IT’S been a journey, so the saying goes.

One that’s taken the three remaining contestants from the room auditions all the way to this weekend’s showdown at Wembley Arena, via the second-stage tryouts in front of a live audience at Wembley Arena and bootcamp.

A rich and varied path they’ve travelled to the X Factor final, at least before getting into their Battle Buses anyway (worst Bullseye prize ever).

Yet, as much as I have slated it, and as hard as Strictly Come Dancing has pummelled it this year, one irrefutable fact stands out probably more than any.

Series 11 isn’t the worst ever.

It’s not even in the bottom three.

And for that we can thank the great Stevi Ritchie, the return of the even greater Brian Friedman and, to a lesser extent, Simon Cowell, back on the UK show where he belongs.

Creative genius Friedman had the vision, Ritchie the showman delivery and Cowell the courage and understanding of X Factor just to let them get on with the madness in his name every Saturday night while it lasted.

They have made the show fun again following the lean Gary Barlow years.

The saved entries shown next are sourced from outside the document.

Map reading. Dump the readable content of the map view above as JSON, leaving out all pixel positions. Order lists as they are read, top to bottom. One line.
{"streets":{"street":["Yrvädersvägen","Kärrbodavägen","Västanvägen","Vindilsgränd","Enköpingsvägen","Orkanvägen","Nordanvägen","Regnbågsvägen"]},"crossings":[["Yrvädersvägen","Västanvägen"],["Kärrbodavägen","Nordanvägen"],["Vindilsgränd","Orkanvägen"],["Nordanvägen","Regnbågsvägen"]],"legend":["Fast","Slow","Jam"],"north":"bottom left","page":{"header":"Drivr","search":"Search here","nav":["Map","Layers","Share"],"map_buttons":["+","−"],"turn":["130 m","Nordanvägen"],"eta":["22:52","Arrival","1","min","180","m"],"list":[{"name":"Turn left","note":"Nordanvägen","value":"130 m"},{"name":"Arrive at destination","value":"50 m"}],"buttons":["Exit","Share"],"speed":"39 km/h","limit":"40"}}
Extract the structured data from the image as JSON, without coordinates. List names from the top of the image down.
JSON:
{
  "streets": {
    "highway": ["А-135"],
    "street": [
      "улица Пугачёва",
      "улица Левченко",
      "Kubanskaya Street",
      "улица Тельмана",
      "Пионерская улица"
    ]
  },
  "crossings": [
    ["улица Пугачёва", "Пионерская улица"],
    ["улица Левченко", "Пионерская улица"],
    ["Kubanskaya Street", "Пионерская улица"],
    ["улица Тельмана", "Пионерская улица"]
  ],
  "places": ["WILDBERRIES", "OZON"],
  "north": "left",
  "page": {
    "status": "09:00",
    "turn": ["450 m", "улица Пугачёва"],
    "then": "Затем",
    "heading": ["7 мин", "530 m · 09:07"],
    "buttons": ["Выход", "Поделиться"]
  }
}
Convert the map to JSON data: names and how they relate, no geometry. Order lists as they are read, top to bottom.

Mel B’s take-no-prisoners approach has also added a new dimension to the panel.

Lee Nelson stage-bombing Stereo Kicks’ You Are Not Alone gave X Factor its egg-throwing Britain’s Got Talent viola player moment.

And special mention goes to the Only The Young! bloke in the audience shouting their name on the results show, a full 24-hours after their elimination.

That’s enough praise though, don’t you think?

Half the judges need replacing.

Louis Walsh is an irrelevant caricature who has done little more than sabotage his own acts, while Cheryl has said nothing of note these last 10 weeks, aside from mistaking X Factor for The Apprentice by calling it “the process” and casually dropping into conversation that she attended a charity bash.

All four are guilty of relaxing into clichés – even Cowell resorting to the oldest trick in the book: “I didn’t like it... (milk the boos)... I loved it!”

The heavy reliance on his own Syco record label acts in the guest slots is even more irksome than making contestants part of cynically blatant plugs for the sponsor’s TV service.

And they really missed a trick last weekend when none of the singers, during the Christmas theme, chose Killing In The Name by Rage Against The Machine.

Though Cowell did tell Fleur East after her rendition of All I Want For Christmas Is You: “It made me think of Christmas.”

It was her second song, of course, that’s still reverberating around the pop world, making X Factor a force that it has failed to be since the Leona Lewis year.

So good was Fleur’s performance of Mark Ronson’s Uptown Funk that he was forced to release it five weeks early.

It was an extraordinary TV moment that seems to have assured her victory, a shame because Andrea Faustini is by far the most naturally gifted singer of the series.

As for the rest, including “rock god” Ben Haenow who, to be fair to him, is Chris Moyles after a pressure wash, Dame Cheryl had the right advice: “Sing like nobody’s listening, dance like nobody’s watching.”

Because once the X Factor tour’s done, they had better get used to it.

Spudulikes

Foggy’s joy at winning I’m A Celebrity’s fancy stick and wreath.

The genuine nail-biting thrill you can only get from two blokes picking balls out of a plastic bucket, BBC2’s FA Cup Third Round Draw.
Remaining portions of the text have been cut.